Nice, those old A&Ws were really great.


----------



## noelw (Jan 2, 2008)

Neat stuff,Jerry. 
I forgot if told us, but did you find it as a kit for the drive in?


----------



## jimtyp (Jan 2, 2008)

Looking great Jerry! Did you get the sign from Miller Engineering? 

Skate hops will be a nice touch. How detailed are you going to go? Are you going to add an ordering menu and speaker at each stall?

-Jim


----------



## Jerry Barnes (Jan 2, 2008)

I got the carhops installed. Rod through two of them, the skinny one got siliconed down. No more detail is planned. Were no speaker things, as I recall. Just came out and got your order. Parts were picked up online Facebook swap shop, not sure where it came from. Is altered some to fit the basic plastic box I had made previously. Does have an interior and a menu on the wall there and on the wall outside. Inside lights up. I'll try to get a shot of that posted. A&W sign is from an LGB Esso gas sign I got online years ago . Peeled that off and had Stan make a decal for it, had to alter the proportions a little.


----------



## CliffyJ (Apr 29, 2009)

Wow, great job Jerry!


----------



## Dave Meashey (Jan 2, 2008)

Jerry;

The bad thing is that I can almost taste the floats, burgers, and fries. The good thing is the model is so neat!

I grew up in the Hershey area. We did not have A&W, but we did have Twin Kiss: root beer in frosted mugs, root beet floats, onion rings, fries, Hollywood burgers, and the signature frozen custard cone with the chocolate and vanilla flavors intertwined.

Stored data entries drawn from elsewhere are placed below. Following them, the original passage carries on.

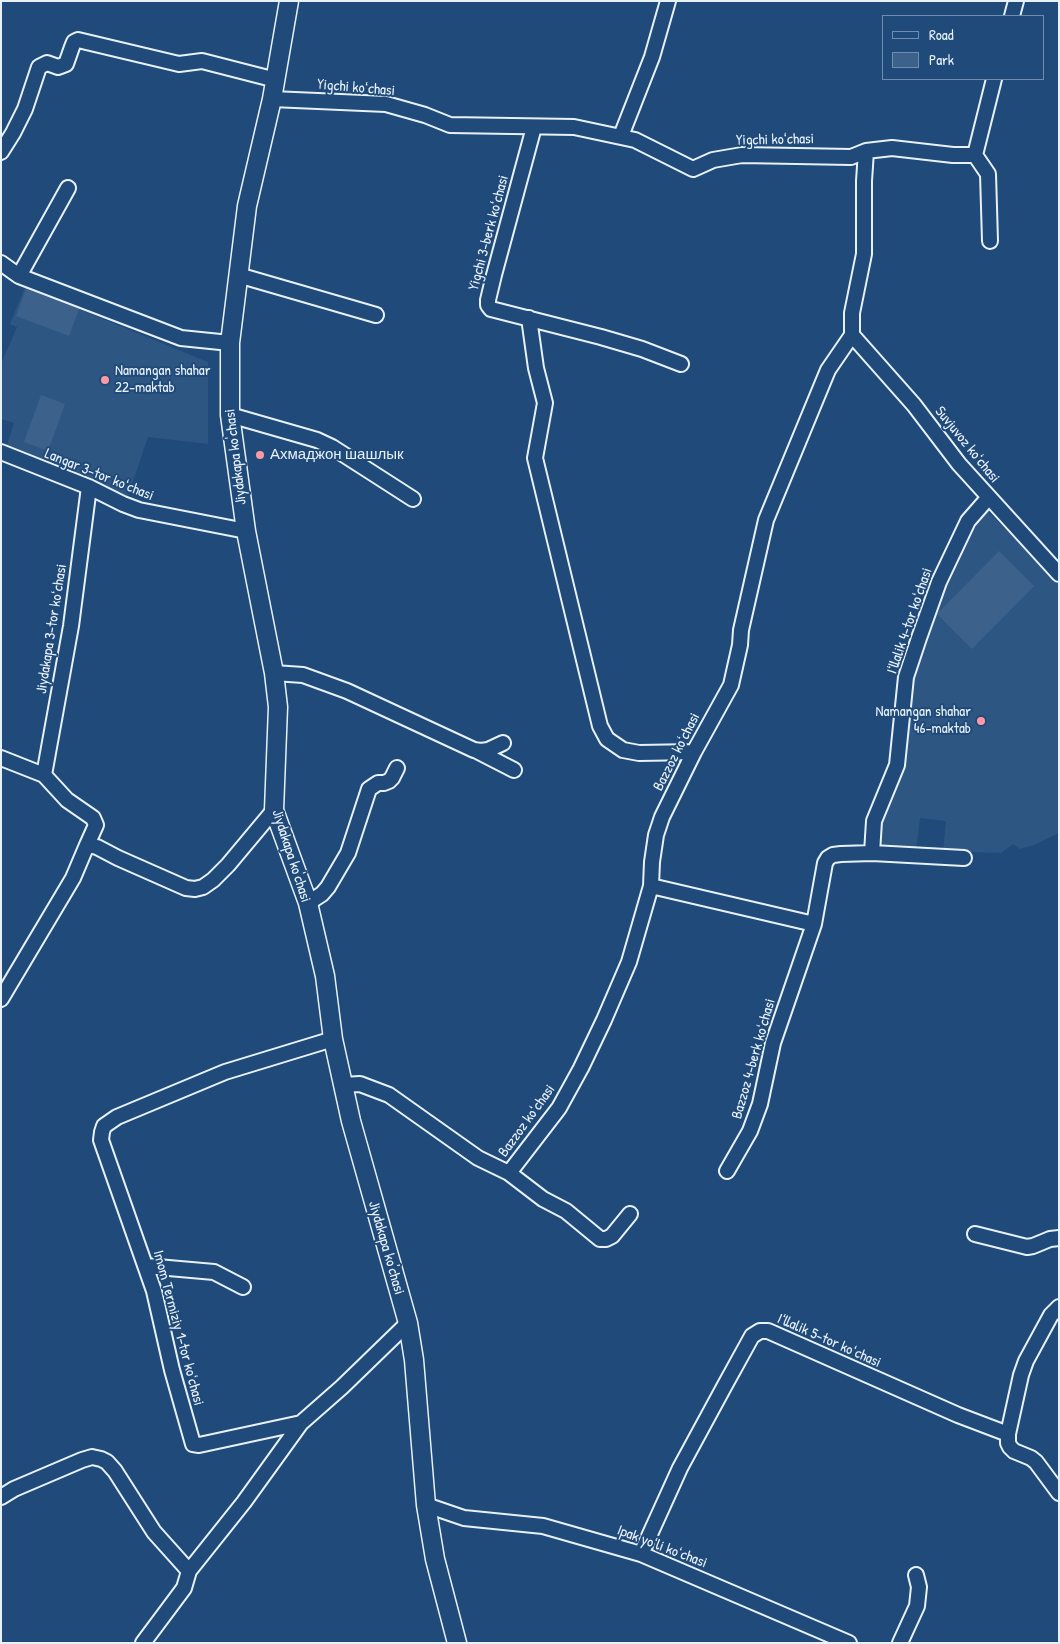 <!DOCTYPE html>
<html>
<head>
<meta charset="utf-8">
<style>
	body { margin:0 }
	#map { position:relative; width:1060px; height:1644px; overflow:hidden; background:#1f4a7a; font-family:"Patrick Hand",sans-serif }
	canvas { display:block }
	.frame { position:absolute; inset:0; border:2px solid #e8f1f8; pointer-events:none }
	.legend { position:absolute; left:882px; top:15px; width:162px; height:65px; box-sizing:border-box; background:#1f4a7a; border:1px solid #6f8dac; margin:0; padding:6px 9px; list-style:none; font-size:15px; color:#e8f1f8 }
	.legend li { display:flex; align-items:center; gap:10px; height:25px }
	.legend b { width:25px; border:1px solid #6f8dac }
</style>
</head>
<body>
<div id="map">
<canvas width="1060" height="1644"></canvas>
<div class="frame"></div>
<ul class="legend">
<li><b style="height:6px;background:#1f4a7a"></b>Road</li>
<li><b style="height:14px;background:#3c628c"></b>Park</li>
</ul>
</div>
<script>
const ctx = document.querySelector('canvas').getContext('2d');
ctx.lineJoin = 'round';
function fillPath(path, color) {
  ctx.fillStyle = color;
  ctx.fill(path, 'evenodd');
}
function toPath(rows) {
  const path = new Path2D();
  for (const r of rows) {
    path.moveTo(r[0], r[1]);
    for (let i = 2; i < r.length; i += 2) path.lineTo(r[i], r[i + 1]);
  }
  return path;
}
function stroke(path, color, width, dash) {
  ctx.strokeStyle = color;
  ctx.lineWidth = width;
  ctx.lineCap = dash ? 'butt' : 'round';
  ctx.setLineDash(dash || []);
  ctx.stroke(path);
}
function write(font, color, halo, rows, align = 'center') {
  ctx.font = font + ' "Patrick Hand",sans-serif';
  ctx.lineWidth = 4;
  ctx.setLineDash([]);
  ctx.textBaseline = 'middle';
  ctx.strokeStyle = halo;
  ctx.fillStyle = color;
  for (const [text, x, y, turn = 0] of rows) {
    ctx.save();
    ctx.translate(x, y);
    ctx.rotate((+turn || 0) * Math.PI / 180);
    ctx.textAlign = isNaN(turn) ? turn : align;
    if (halo) ctx.strokeText(text, 0, 0);
    ctx.fillText(text, 0, 0);
    ctx.restore();
  }
}
const built = toPath([
	[25,287,208,362,208,444,148,437,128,496,67,469,6,448,14,423,1,419,1,364,17,327,10,324],
	[988,512,1059,580,1059,833,1034,845,1020,849,1013,844,1001,853,943,851,946,821,920,818,916,850,876,848,878,820,899,765,908,677,944,586,975,525]
]);
const green = toPath([
	[26,289,79,309,69,336,16,316],
	[41,395,65,404,48,451,24,442],
	[999,551,1034,586,972,649,937,614]
]);
const minor = toPath([
	[1012,16,1016,1],
	[272,99,386,104,425,115,450,125,574,127,635,140,693,169,713,160,742,155,851,157,866,151,864,181,864,254,852,313,852,335],
	[534,127,494,275,488,300,488,305,491,309,601,337,642,349,681,364],
	[621,136,652,57,668,1],
	[866,151,892,148,953,155,975,155,994,79],
	[1,152,13,133,25,109,39,67,47,63,58,67,66,64,72,47,74,42,78,40,179,64,202,61,276,80],
	[975,155,988,174,990,241],
	[68,188,19,276,181,338,230,343],
	[1,263,19,276],
	[238,275,376,315],
	[529,318,536,368,545,403,535,458,600,726,607,739,623,750,639,753,694,752],
	[852,335,914,405,959,464,1059,574],
	[230,415,317,440,332,447,413,499],
	[1,452,89,487,123,504,139,510,246,531],
	[274,673,303,675,347,691,474,750,481,751,488,750,503,743],
	[475,750,514,770],
	[1,758,44,775,67,800,93,818,96,825,87,845],
	[44,775,71,626,89,487],
	[872,853,874,821,897,765,906,677,919,638,939,582,968,521,989,497],
	[651,886,814,924],
	[308,903,322,894,328,887,348,853,369,789,378,783,384,783,389,781,392,778,397,768],
	[1,999,73,878,87,845,97,847,118,858,186,888,195,889,203,887,213,880,228,865,274,810],
	[333,1039,225,1072,117,1117,104,1126,102,1132,101,1140,154,1291,172,1370,193,1444,199,1445,301,1423,342,1387,408,1323],
	[343,1085,360,1084,389,1095,478,1158,509,1173,543,1199,566,1211,600,1239,606,1239,612,1236,630,1214],
	[727,1171,750,1131,760,1104,773,1043,814,924,825,863,828,858,833,855,841,854,872,853,964,858],
	[509,1173,559,1108,581,1068,604,1020,629,962,651,886,652,862,656,835,662,817,694,752,731,685,740,645,741,630,766,520,828,370,852,335],
	[975,1234,1027,1247,1033,1246,1050,1239,1059,1238],
	[146,1266,214,1272,243,1287],
	[1059,1307,1051,1315,1026,1361,1021,1375,1008,1434,1008,1443,1010,1447,1014,1451,1031,1458,1036,1462,1059,1493],
	[1,1497,14,1489,82,1460,92,1457,101,1459,107,1462,115,1471,154,1532,189,1571],
	[426,1505,464,1518,543,1526,641,1554,849,1643],
	[641,1554,680,1468,725,1385,752,1336,760,1331,768,1331,958,1415,1008,1434],
	[143,1643,184,1588,189,1571,244,1502,301,1423],
	[900,1643,917,1606,919,1587,916,1575]
]);
const tertiary = toPath([
	[289,1,272,99,247,206,230,343,230,415,246,531,274,673,278,707,274,810,308,903,325,976,333,1039,351,1121,408,1323,414,1360,426,1505,435,1559,457,1643]
]);
const markers = [
	[105,380,5,"#ff9aa2"],
	[260,455,5,"#ff9aa2"],
	[981,721,5,"#ff9aa2"]
];
const streetNames = [
	["Yigchi koʻchasi",356,88,5],
	["Yigchi koʻchasi",775,140,-1],
	["Yigchi 3-berk koʻchasi",489,233,-75],
	["Suvjuvoz koʻchasi",967,445,51],
	["Jiydakapa ko'chasi",236,457,-97],
	["Langar 3-tor koʻchasi",99,475,22],
	["Iʻllalik 4-tor koʻchasi",910,621,-71],
	["Jiydakapa 3-tor koʻchasi",52,629,-81],
	["Bazzoz koʻchasi",677,752,-63],
	["Jiydakapa ko'chasi",291,856,72],
	["Bazzoz 4-berk koʻchasi",754,1059,-74],
	["Bazzoz koʻchasi",527,1121,-54],
	["Jiydakapa ko'chasi",386,1248,74],
	["Imom Termiziy 1-tor koʻchasi",178,1328,75],
	["Iʻllalik 5-tor koʻchasi",829,1341,24],
	["Ipak yoʻli koʻchasi",662,1547,21]
];
const poiNames = [
	["Namangan shahar",115,371],
	["22-maktab",115,388],
	["Ахмаджон шашлык",270,455],
	["Namangan shahar",971,712,"right"],
	["46-maktab",971,729,"right"]
];
fillPath(built, '#2e5683');
fillPath(green, '#3c628c');
stroke(minor, '#e8f1f8', 18);
stroke(tertiary, '#e8f1f8', 21);
stroke(minor, '#1f4a7a', 14);
stroke(tertiary, '#1f4a7a', 18);
for (const [x, y, r, color] of markers) {
  const dot = new Path2D();
  dot.arc(x, y, r, 0, 2 * Math.PI);
  ctx.fillStyle = color;
  ctx.fill(dot);
  stroke(dot, '#1f4a7a', 2);
}
write('15px', '#e8f1f8', '#1f4a7a', streetNames);
write('15px', '#e8f1f8', '#1f4a7a', poiNames, 'left');
</script>
</body>
</html>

My wife is a Hoosier, and does have the fond memories of A&W. I am glad the root beer is still available at the grocery store.

Best,
David Meashey


----------



## harvey (Dec 30, 2008)

I had a look at your pictures Jerry and I'm absolutely sure I could smell a burger cooking. A great job, well done, the night picture looks so real. 
As you may know we have Tim Horton's coffee shops up here in Canada, I have thought of building one, but I'm not sure I could afford all the scale police cars which are typically found outside!
Well done Jerry, thanks for posting.
Cheers.


----------



## scottemcdonald (Jan 11, 2008)

I like the close proximity to the track. The A&W in my home town backed up to the mainline running through the desert on its way north towards the Tehachapi Loop. I'm sure the engineers wished they could get a cold one on the way. Who knows, maybe they did once in a while. ;-) Very nicely done.

Scott


----------



## denray (Jan 5, 2008)

Wow Jerry that looks great, and brings back many pleasant memories
Dennis


----------



## Jerry Barnes (Jan 2, 2008)

Thanks, I appreciate your kind comments.


----------



## Mike Flea (Apr 8, 2014)

Very nice, Jerry. The Last of the Dog N'Suds drive ins, that I know of, is in the village of Richmond, IL, up near the Wisconsin border, and every time I'm up there, I try to stop in, brings back lots of fond memories. Especially nice on the weekends when they have the Cruise nights.

Thanks for the memories!


----------



## Jerry Barnes (Jan 2, 2008)

There is one in Wichita:
https://www.supalicious.com/kansas/wichita/restaurant/dog-n-suds-restaurants


----------